■ What you have to do
For each line in the data below that has the word "nowrap", copy that line.

■ Data supplied
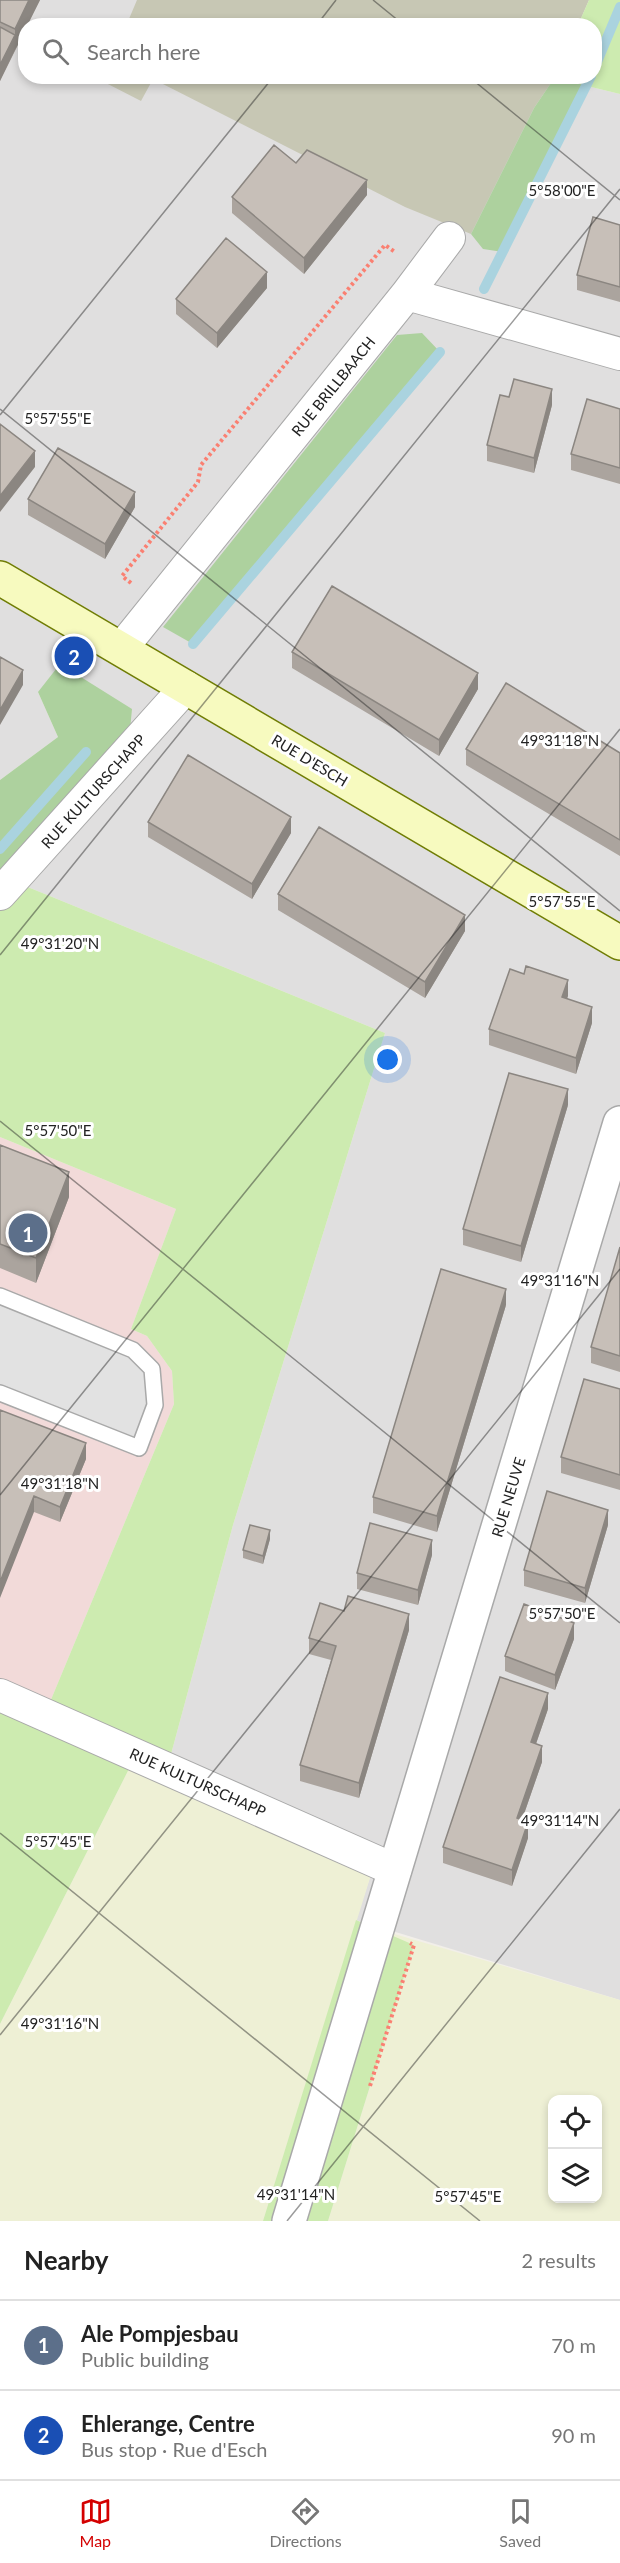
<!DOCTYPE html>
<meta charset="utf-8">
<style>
body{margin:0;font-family:Lato,sans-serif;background:#f2f2f2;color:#222}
.controls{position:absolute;right:18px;bottom:18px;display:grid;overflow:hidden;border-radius:12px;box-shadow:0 3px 9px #0003}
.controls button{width:54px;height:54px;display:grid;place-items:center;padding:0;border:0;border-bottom:2px solid #e0e0e0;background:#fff;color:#222;font:30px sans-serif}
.you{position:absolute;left:388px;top:1060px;width:21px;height:21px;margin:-15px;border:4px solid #fff;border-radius:50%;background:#1a73e8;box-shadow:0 0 0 9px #1a73e833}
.badge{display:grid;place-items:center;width:39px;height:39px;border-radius:50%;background:#d40000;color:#fff;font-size:20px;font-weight:700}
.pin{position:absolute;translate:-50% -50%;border:3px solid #fff;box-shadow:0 2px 6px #0006}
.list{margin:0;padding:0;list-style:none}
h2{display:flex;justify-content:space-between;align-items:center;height:78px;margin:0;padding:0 24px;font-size:26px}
h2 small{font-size:20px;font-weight:400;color:#767676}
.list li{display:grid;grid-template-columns:39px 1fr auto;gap:18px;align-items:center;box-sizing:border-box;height:90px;padding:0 24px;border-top:2px solid #e0e0e0}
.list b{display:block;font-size:22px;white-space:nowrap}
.list p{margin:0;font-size:20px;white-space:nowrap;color:#767676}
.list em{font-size:20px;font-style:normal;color:#767676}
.icon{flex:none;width:33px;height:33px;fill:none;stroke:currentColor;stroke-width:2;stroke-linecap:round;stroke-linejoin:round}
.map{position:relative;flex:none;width:620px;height:2221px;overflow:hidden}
.search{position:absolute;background:#fff;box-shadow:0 3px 9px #0003;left:18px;right:18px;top:18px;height:66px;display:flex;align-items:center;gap:15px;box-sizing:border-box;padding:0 21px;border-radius:24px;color:#767676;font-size:22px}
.sheet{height:258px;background:#fff}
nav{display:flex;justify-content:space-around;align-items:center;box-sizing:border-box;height:84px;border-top:2px solid #e0e0e0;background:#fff;font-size:16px;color:#767676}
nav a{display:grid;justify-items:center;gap:3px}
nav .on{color:#d40000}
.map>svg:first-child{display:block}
.residential{fill:#e0dfdf}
.commercial{fill:#f2dad9}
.construction{fill:#c7c7b4}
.farmland{fill:#eef0d5;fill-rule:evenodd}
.grass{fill:#cdebb0}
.forest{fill:#add19e}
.parking{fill:#e2e2e2}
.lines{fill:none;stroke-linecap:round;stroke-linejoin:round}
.stream{stroke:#aad3df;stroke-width:10}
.service-casing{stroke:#a9a9a9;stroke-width:18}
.minor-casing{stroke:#a9a9a9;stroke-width:34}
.tertiary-casing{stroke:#a9a9a9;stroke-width:36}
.secondary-casing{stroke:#707d05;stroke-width:36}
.path{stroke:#fa8072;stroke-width:4;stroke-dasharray:3 3;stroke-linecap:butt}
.service{stroke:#fff;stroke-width:15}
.minor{stroke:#fff;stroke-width:32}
.tertiary{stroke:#fff;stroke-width:33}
.secondary{stroke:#f7fabf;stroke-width:33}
.wall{fill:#aba49e}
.shaded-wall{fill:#8b8681}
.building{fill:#c7bfb8;stroke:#8b8681;stroke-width:1.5}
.ticks{fill:none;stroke:#222;stroke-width:1.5;stroke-opacity:0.45}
.labels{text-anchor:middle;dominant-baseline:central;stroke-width:6;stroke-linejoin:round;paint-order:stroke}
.street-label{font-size:15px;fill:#222;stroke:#fff}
.ticks-label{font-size:15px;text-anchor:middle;fill:#222;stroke:#fff;stroke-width:6;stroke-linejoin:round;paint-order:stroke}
</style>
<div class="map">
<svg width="620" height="2221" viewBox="0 0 620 2221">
<rect width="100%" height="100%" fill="#f2efe9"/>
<path class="residential" d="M0 0H589L578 26H26V76H562L587 86 620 94V2000L356 1920 375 1862 167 1769 233 1525 385 1033 13 881 128 751 38 692 58 737 0 780Z"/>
<path class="commercial" d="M0 1137 176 1209 131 1329 147 1336 172 1371 174 1404 45 1714 0 1695Z"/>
<path class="construction" d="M137 0H589L578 25 126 26Z
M104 76 555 77 534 108 471 234 405 207 153 79 141 101 102 81Z"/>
<path class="farmland" d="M136 1755 375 1862 263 2221H0V2024Z
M377 1929 620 2000V2221H328L414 1946ZM552 2100H598V2198H552Z"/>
<path class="grass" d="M589 0H620V94L587 86 562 77 594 76V26L578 25Z
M13 881 385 1033 233 1525 167 1769 136 1755 0 2024V1695L45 1714 174 1404 172 1371 147 1336 131 1329 176 1209 0 1137V894Z
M356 1920 414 1945 328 2221H263Z"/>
<path class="forest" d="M555 77 587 86 503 252 483 249 471 234 534 108Z
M422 333 440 352 193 644 163 627 397 335Z
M60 664 132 709 128 751 0 894V780L58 737 38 692Z"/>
<path class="parking" d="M0 1296 133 1350 152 1369 155 1405 139 1448 0 1393Z"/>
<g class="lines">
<path class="stream" d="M594 69 620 7
M484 289 591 76
M193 644 440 352
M0 849 86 752"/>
<defs>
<path id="service" d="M0 1296 133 1350 152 1369 155 1405 139 1448 0 1393"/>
<path id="minor" d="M407 294 449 238
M121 649 407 294 620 354
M0 894 186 687
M0 1695 395 1870"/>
<path id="tertiary" d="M289 2221 620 1123"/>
<path id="secondary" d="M0 578 620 943"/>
</defs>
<use href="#service" class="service-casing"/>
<use href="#minor" class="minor-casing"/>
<use href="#tertiary" class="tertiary-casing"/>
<use href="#secondary" class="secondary-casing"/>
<path class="path" d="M131 583 122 576 198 482 201 465 385 245 395 252
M370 2086 414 1945 410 1943"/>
<use href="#service" class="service"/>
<use href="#minor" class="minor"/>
<use href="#tertiary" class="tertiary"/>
<use href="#secondary" class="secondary"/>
</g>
<path class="wall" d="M0 0H40L27 26H26V29L0 81Z
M296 163 367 195 304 274 232 213V197Z
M620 225V302L577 290V275Z
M267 288 217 348 176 314V299Z
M552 405 534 473 487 461V445Z
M620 409V484L571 470V454Z
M28 499 135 507 105 559 28 515Z
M292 652 478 689 439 756 292 668Z
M466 749 620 753V856L466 765Z
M148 822 291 833 252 899 148 837Z
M278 894 465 931 425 998 278 910Z
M568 996 567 998 592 1023 576 1074 489 1045V1029Z
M568 1105 521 1262 463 1245V1229Z
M0 1145 69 1197 36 1283 0 1268Z
M620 1247V1372L591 1363V1347Z
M506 1305 437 1532 373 1513V1497Z
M620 1389V1490L561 1473V1457Z
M0 1410 86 1459 60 1522 34 1512Z
M608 1525 585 1603 524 1586V1570Z
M270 1539 263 1564 243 1558V1550Z
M432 1555 418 1605 357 1589V1573Z
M409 1630 359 1798 300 1781V1765L331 1660 309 1654V1638Z
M574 1639 555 1690 505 1671V1656Z
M548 1709 536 1744 542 1762 522 1820 528 1838 512 1886 443 1863V1847Z"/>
<path class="shaded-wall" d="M29 0H40L27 26H26V29L15 50V29Z
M15 35V50L0 81V65Z
M367 180V195L304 274V258Z
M267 272V288L217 348V333Z
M552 389V405L534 473V458Z
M35 451V467L0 512V496Z
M135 492V507L105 559V544Z
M23 670V685L0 725V710Z
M478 673V689L439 756V740Z
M291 817V833L252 899V884Z
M465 915V931L425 998V982Z
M568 980V996L562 1012V997Z
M592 1007V1023L576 1074V1058Z
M568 1089V1105L521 1262V1246Z
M69 1172V1197L36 1283V1258Z
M506 1289V1305L437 1532V1516Z
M86 1443V1459L60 1522V1507Z
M34 1496V1512L0 1598V1582Z
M608 1510V1525L585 1603V1588Z
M270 1530V1539L263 1564V1556Z
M432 1540V1555L418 1605V1590Z
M409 1614V1630L359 1798V1783Z
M574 1623V1639L555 1690V1675Z
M548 1693V1709L531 1758V1742Z
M542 1746V1762L517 1834V1818Z
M528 1822V1838L512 1886V1870Z"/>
<path class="building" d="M0 0H29L15 29 0 22Z
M0 27 15 35 0 65Z
M274 145 296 163 307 150 367 180 304 258 232 197Z
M593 217 620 225V287L577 275Z
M226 238 267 272 217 333 176 299Z
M514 379 552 389 534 458 487 445 500 395 509 397Z
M587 399 620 409V468L571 454Z
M0 424 35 451 0 496Z
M58 448 135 492 105 544 28 499Z
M332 586 478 673 439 740 292 652Z
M0 657 23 670 0 710Z
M506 683 620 753V840L466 749Z
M188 755 291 817 252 884 148 822Z
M319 827 465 915 425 982 278 894Z
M526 966 568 980 562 997 592 1007 576 1058 489 1029 510 969 524 974Z
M509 1073 568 1089 521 1246 463 1229Z
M0 1145 69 1172 36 1258 0 1244Z
M620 1247V1356L591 1347Z
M441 1269 506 1289 437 1516 373 1497Z
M584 1379 620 1389V1475L561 1457Z
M0 1410 86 1443 60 1507 34 1496 0 1582Z
M547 1491 608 1510 585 1588 524 1570Z
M370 1523 432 1540 418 1590 357 1573Z
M250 1525 270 1530 263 1556 243 1550Z
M348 1596 409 1614 359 1783 300 1765 336 1646 309 1638 320 1603 344 1611Z
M524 1604 574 1623 555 1675 505 1656Z
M500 1677 548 1693 531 1742 542 1746 517 1818 528 1822 512 1870 443 1847Z"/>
<path class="ticks" d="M373 0 405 26M316 26 336 0M468 76 620 200M0 409 620 911M0 415 274 76M0 955 620 189M0 1121 620 1623M0 1495 620 729M0 1833 480 2221M0 2035 620 1269M287 2221 620 1809"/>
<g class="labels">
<g class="street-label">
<text transform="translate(333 386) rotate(-51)">RUE BRILLBAACH</text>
<text transform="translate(310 760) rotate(31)">RUE D'ESCH</text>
<text transform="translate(93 791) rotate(-48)">RUE KULTURSCHAPP</text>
<text transform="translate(508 1497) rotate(-73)">RUE NEUVE</text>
<text transform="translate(198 1782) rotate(24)">RUE KULTURSCHAPP</text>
</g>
</g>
<g class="ticks-label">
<text x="562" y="196">5°58'00"E</text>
<text x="58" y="424">5°57'55"E</text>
<text x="560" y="746">49°31'18"N</text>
<text x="562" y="907">5°57'55"E</text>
<text x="60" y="949">49°31'20"N</text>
<text x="58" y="1136">5°57'50"E</text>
<text x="560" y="1286">49°31'16"N</text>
<text x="60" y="1489">49°31'18"N</text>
<text x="562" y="1619">5°57'50"E</text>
<text x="560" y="1826">49°31'14"N</text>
<text x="58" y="1847">5°57'45"E</text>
<text x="60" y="2029">49°31'16"N</text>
<text x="296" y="2200">49°31'14"N</text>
<text x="468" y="2202">5°57'45"E</text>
</g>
</svg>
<div class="controls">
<button><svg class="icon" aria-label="locate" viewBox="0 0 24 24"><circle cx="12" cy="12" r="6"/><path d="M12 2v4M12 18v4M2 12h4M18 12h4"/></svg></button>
<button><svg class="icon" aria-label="layers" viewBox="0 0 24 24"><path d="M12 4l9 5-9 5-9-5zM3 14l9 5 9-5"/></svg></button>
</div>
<div class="you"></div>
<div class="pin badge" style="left:28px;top:1233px;background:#5c6f8a">1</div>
<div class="pin badge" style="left:74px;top:656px;background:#1a4fb4">2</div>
<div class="search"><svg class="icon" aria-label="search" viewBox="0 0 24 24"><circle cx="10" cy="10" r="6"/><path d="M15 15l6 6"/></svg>Search here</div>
</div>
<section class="sheet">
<h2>Nearby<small>2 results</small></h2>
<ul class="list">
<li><span class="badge" style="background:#5c6f8a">1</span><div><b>Ale Pompjesbau</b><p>Public building</p></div><em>70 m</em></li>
<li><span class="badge" style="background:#1a4fb4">2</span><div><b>Ehlerange, Centre</b><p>Bus stop · Rue d'Esch</p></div><em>90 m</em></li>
</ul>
</section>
<nav>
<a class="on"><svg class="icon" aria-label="map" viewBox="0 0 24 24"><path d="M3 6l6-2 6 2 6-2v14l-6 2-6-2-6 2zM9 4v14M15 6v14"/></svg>Map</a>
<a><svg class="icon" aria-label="directions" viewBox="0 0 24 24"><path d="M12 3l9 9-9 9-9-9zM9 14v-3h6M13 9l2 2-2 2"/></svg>Directions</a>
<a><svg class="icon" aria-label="saved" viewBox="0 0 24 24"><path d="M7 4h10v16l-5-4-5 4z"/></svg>Saved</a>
</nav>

■ Result
.list b{display:block;font-size:22px;white-space:nowrap}
.list p{margin:0;font-size:20px;white-space:nowrap;color:#767676}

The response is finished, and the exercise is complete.